A considerable portion of Deconstructing Harry is fantastic – it is filled with dreams, people returned from the dead, characters from Harry’s fiction come to life to talk to him and the like. The story also pops into the central writer character’s short stories and novels (which are always thinly based on his own life). Almost every single one of these is a fantasy story – Death comes to mistakenly collect a man who has borrowed a friend’s apartment as a loveshack; an actor finds he has become out of focus; an extremely funny journey down into Hell with Billy Crystal as The Devil; and a positively hilarious sequence where a Jewish wife finds her husband has eaten his previous family – although due to the briefness of each story’s telling the net effect is of flipping through a series of short stories that remain unfinished.

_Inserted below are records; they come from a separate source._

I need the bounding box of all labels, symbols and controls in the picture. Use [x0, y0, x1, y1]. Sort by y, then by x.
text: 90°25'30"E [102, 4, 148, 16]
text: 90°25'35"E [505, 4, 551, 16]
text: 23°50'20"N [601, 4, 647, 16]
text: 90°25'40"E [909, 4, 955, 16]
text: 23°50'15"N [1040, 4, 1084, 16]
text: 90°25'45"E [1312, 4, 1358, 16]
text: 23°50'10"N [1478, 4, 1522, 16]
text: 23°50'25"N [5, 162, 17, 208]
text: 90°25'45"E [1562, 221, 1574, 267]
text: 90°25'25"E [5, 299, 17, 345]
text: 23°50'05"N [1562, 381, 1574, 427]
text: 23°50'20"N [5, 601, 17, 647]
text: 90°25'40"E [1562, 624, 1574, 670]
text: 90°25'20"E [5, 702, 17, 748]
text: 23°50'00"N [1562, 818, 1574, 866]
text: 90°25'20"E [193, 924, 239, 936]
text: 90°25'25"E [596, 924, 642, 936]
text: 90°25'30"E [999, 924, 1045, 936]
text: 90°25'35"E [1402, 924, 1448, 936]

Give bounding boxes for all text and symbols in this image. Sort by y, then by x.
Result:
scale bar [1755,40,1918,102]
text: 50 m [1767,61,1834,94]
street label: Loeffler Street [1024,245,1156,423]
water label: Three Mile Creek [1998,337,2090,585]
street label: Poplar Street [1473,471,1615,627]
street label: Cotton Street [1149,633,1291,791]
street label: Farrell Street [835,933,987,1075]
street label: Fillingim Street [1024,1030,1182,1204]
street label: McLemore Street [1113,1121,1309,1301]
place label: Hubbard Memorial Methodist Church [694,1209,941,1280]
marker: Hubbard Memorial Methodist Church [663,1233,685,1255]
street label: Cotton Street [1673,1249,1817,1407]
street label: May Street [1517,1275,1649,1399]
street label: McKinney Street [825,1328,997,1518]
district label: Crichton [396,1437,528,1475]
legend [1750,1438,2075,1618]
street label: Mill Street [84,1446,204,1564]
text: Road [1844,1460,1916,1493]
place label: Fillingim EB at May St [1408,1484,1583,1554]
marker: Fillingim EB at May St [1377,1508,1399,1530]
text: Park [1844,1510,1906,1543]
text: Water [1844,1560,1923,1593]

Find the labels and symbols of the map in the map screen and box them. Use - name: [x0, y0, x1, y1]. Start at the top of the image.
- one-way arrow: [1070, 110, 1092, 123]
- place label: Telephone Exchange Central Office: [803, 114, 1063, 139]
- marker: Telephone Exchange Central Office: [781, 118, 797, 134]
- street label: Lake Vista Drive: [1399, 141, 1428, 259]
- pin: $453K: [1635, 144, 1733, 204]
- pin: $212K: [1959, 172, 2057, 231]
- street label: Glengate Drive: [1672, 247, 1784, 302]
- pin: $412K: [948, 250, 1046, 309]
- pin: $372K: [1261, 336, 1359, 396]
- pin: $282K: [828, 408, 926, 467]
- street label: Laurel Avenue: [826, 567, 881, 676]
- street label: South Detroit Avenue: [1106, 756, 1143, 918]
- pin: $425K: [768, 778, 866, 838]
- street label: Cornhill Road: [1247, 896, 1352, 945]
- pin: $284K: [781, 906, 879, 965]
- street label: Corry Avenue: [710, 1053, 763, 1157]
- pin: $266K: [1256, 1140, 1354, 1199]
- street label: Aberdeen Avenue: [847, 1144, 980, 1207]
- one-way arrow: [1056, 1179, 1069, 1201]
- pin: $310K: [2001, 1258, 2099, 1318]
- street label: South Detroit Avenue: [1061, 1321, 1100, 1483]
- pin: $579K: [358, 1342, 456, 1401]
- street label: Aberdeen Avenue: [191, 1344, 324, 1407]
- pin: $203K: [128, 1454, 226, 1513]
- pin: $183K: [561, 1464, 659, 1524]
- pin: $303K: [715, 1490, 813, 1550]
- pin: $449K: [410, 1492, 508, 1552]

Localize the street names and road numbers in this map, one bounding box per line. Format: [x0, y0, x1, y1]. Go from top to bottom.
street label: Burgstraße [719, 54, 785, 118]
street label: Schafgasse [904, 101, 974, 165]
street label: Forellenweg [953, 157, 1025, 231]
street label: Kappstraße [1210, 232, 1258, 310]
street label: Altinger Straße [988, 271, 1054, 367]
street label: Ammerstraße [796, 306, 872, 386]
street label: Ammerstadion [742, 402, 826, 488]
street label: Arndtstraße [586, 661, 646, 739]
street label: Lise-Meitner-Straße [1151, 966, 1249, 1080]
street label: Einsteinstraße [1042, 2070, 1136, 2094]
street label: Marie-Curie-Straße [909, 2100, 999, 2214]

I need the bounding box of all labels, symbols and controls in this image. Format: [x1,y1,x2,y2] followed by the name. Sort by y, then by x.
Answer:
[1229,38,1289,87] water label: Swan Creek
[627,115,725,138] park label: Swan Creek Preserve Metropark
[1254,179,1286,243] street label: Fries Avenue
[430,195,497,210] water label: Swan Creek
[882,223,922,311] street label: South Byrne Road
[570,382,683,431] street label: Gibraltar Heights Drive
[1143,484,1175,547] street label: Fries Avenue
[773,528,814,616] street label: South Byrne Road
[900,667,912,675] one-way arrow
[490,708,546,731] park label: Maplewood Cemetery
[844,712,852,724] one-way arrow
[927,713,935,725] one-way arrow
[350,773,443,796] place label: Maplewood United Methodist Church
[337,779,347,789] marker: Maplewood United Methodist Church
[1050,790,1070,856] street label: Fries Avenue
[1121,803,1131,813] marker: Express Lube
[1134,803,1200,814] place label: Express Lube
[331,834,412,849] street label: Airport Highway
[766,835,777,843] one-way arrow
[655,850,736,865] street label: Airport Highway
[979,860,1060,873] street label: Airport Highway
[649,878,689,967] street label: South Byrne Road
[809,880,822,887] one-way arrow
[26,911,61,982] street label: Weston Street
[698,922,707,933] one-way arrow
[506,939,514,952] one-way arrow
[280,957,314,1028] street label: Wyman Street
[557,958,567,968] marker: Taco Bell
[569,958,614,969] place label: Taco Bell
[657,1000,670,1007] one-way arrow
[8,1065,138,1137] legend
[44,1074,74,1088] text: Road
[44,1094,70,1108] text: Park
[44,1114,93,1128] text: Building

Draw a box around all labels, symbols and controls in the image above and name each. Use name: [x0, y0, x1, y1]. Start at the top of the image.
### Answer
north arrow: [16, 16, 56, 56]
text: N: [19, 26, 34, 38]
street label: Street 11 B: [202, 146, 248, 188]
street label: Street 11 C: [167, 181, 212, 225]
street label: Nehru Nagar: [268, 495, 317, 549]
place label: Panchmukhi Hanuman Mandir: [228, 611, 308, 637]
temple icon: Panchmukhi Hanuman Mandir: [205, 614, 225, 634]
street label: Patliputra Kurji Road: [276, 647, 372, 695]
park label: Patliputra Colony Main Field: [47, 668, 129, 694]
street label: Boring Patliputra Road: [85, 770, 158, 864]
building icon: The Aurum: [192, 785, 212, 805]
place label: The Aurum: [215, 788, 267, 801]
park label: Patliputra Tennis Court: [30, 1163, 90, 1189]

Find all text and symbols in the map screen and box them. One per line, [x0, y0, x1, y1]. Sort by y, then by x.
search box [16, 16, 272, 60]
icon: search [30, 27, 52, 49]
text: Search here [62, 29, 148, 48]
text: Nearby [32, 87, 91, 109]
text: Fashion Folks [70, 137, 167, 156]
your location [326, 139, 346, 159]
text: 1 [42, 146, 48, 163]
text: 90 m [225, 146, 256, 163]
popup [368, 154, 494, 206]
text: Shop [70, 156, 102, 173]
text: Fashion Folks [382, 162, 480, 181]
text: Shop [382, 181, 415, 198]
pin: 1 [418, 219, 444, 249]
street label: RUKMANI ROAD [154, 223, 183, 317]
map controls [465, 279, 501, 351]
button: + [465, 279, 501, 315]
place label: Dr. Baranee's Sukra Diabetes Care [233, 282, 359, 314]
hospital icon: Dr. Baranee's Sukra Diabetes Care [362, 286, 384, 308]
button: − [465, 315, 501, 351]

On the minus side, Deconstructing Harry features Woody Allen experimenting for the first time with brief onscreen nudity and a considerable degree of four-letter language. Far be it from one wanting to join the conservative screen language clean-up campaigners, the result does seem forced and for once the accusations of gratuity in language in a film can be legitimately levelled. Also Allen experiments for the first time with jump edit cuts where it appears he has simply edited the best parts of each take together – but the result is a film that keeps jumping about in a distracting manner.

(Nominee for Best Supporting Actress (Kirstie Alley) at this site’s Best of 1997 Awards).